As jobs pass through the stage, the component will extract a value to add to the cache from the document attached to the job. It will also extract a key. The value will then be stored in then cache against the key with the default validity. There are two methods that may be used to obtain the key and value. These are specified in the component configuration and are described below.

Simple key/value extraction

Simple key and value extraction uses a path to a indicate the location within the document of the key and another to indicate the location of the value. The key should always return a text value. The value cached will be the AspireObject found at the given path. When getting items back from the cache, the value will be placed back in the document at the same location, overwriting any object at that position.

Groovy key/value extraction

Groovy key and value extraction offers a more flexible way of constructing the cache key and value. Three scripts are used:

  • key script
This script is used to 'construct' the key for the cache. This script is used during both puts and gets. This script should return a string and might concatenate fields from the document.
  "##" + doc.myKey?.text() + "##"
  • value put script
This script is used to extract the value to add to the cache and is only executed during puts . The object returned by this script may be of any type and will be added to the cache against the key 'constructed' by the key script.
  doc.path?.myValue?.myValueFolder
  • value get script
This script is used to insert the value held in the cache back in to a document and is only executed during gets, after a cache hit has been made. Any object returned by this script will be ignored.
  if (doc.path == null) {
    doc.add("path");
  }
  doc.path.myValue=it

Special variables

The following variables are available to the Groovy scripts:

  • doc
The document attached to the job
  • component
Access to the underlying component (for access to other components or for logging)
  • it (during gets only)
The object returned from the cache

See the Groovy Scripting page for more details on the doc and component variables.

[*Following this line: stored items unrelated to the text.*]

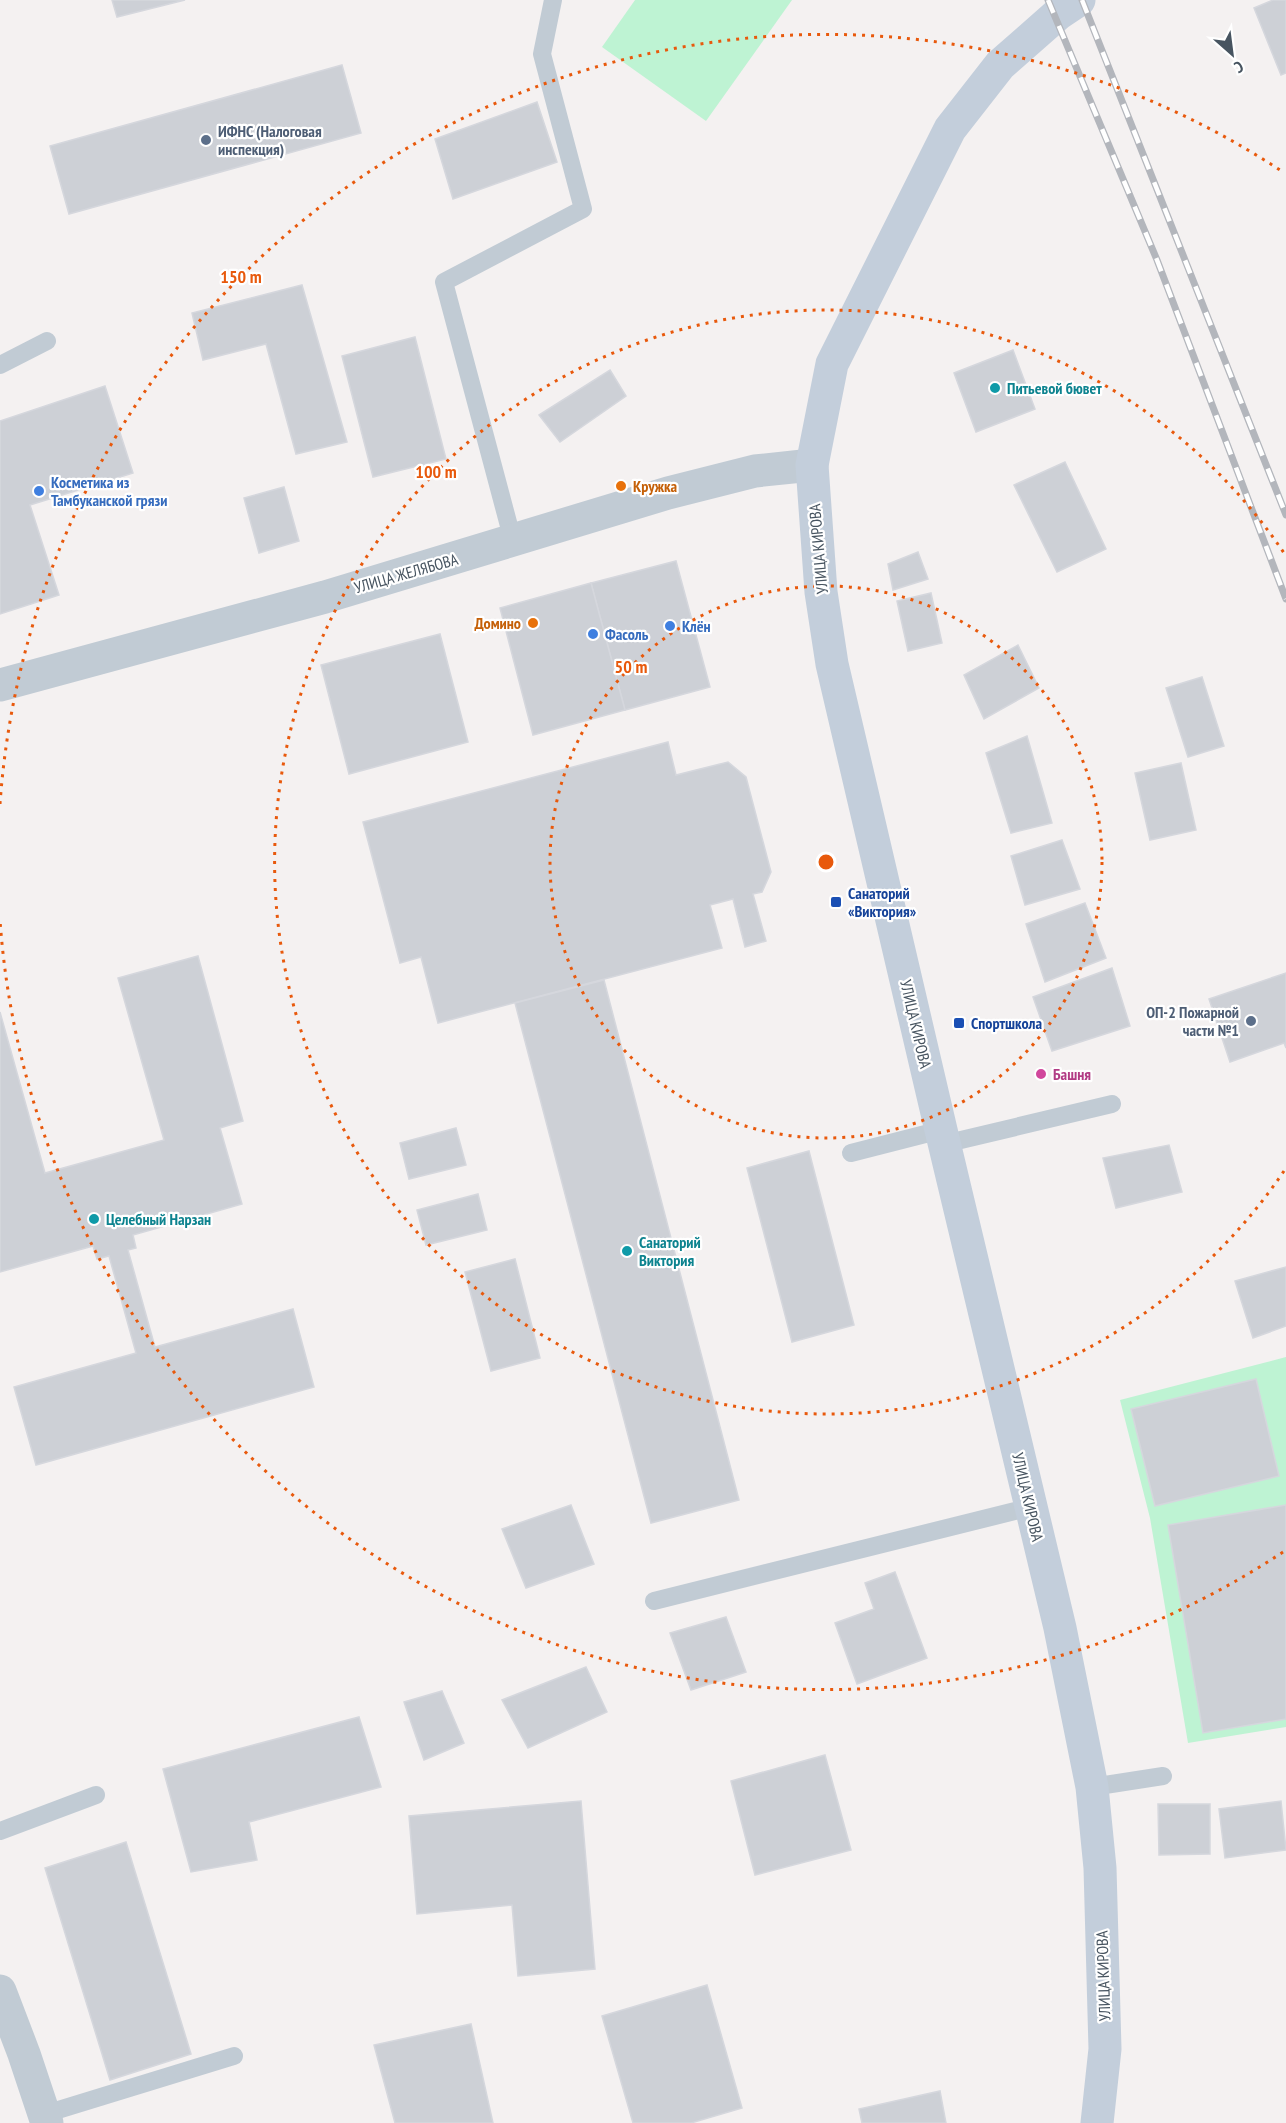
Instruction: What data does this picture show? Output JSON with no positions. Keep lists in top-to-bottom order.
{
  "streets": {
    "street": ["УЛИЦА КИРОВА", "УЛИЦА ЖЕЛЯБОВА"]
  },
  "crossings": [
    ["УЛИЦА КИРОВА", "УЛИЦА ЖЕЛЯБОВА"]
  ],
  "places": {
    "other": [
      "ИФНС (Налоговая инспекция)",
      "Питьевой бювет",
      "Кружка",
      "Косметика из Тамбуканской грязи",
      "Домино",
      "Клён",
      "Фасоль",
      "ОП-2 Пожарной части №1",
      "Башня",
      "Целебный Нарзан",
      "Санаторий Виктория"
    ],
    "transit": ["Санаторий «Виктория»", "Спортшкола"]
  },
  "north": "bottom right",
  "rings": ["150 m", "100 m", "50 m"]
}
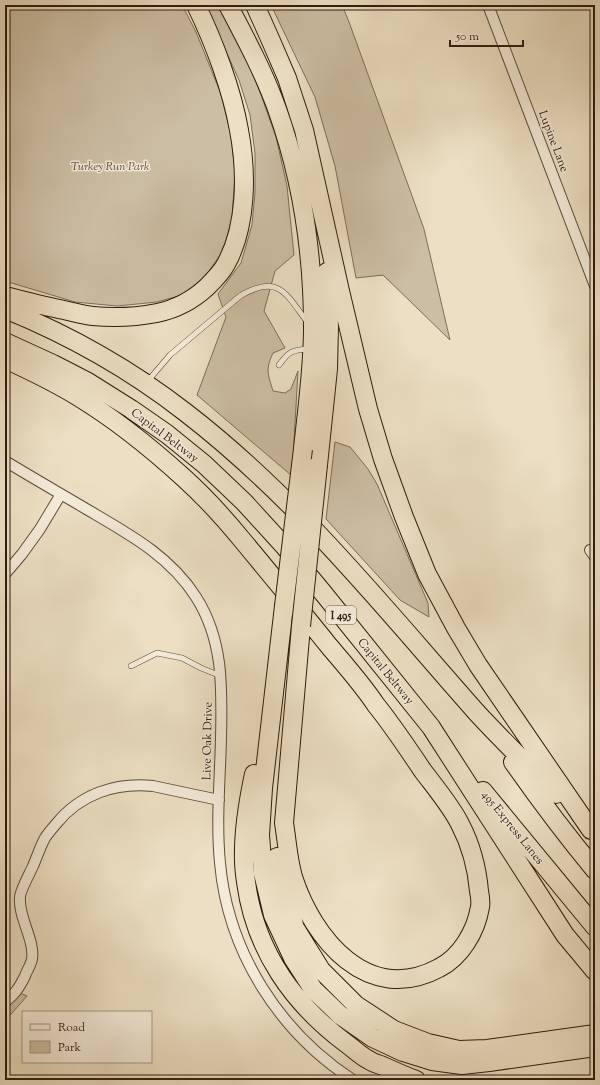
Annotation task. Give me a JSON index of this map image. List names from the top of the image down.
{
  "streets": {
    "highway": ["Capital Beltway", "I 495", "495 Express Lanes"],
    "street": ["Lupine Lane", "Live Oak Drive"]
  },
  "crossings": [
    ["Capital Beltway", "495 Express Lanes"]
  ],
  "parks": ["Turkey Run Park"],
  "legend": ["Road", "Park"],
  "scale_bar": "50 m"
}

Access via other Components

Two interface are available for components wishing to access the cache, depending on the operation required. See Accessing Other Components for details on how to programmatically access the cache component.

The cache is able to store any type of Java object against a String key.

When caching AspireObject, puts and gets will use a copy (clone()) of the object to ensure that the item on the cache remains constant until it is replaced or expires.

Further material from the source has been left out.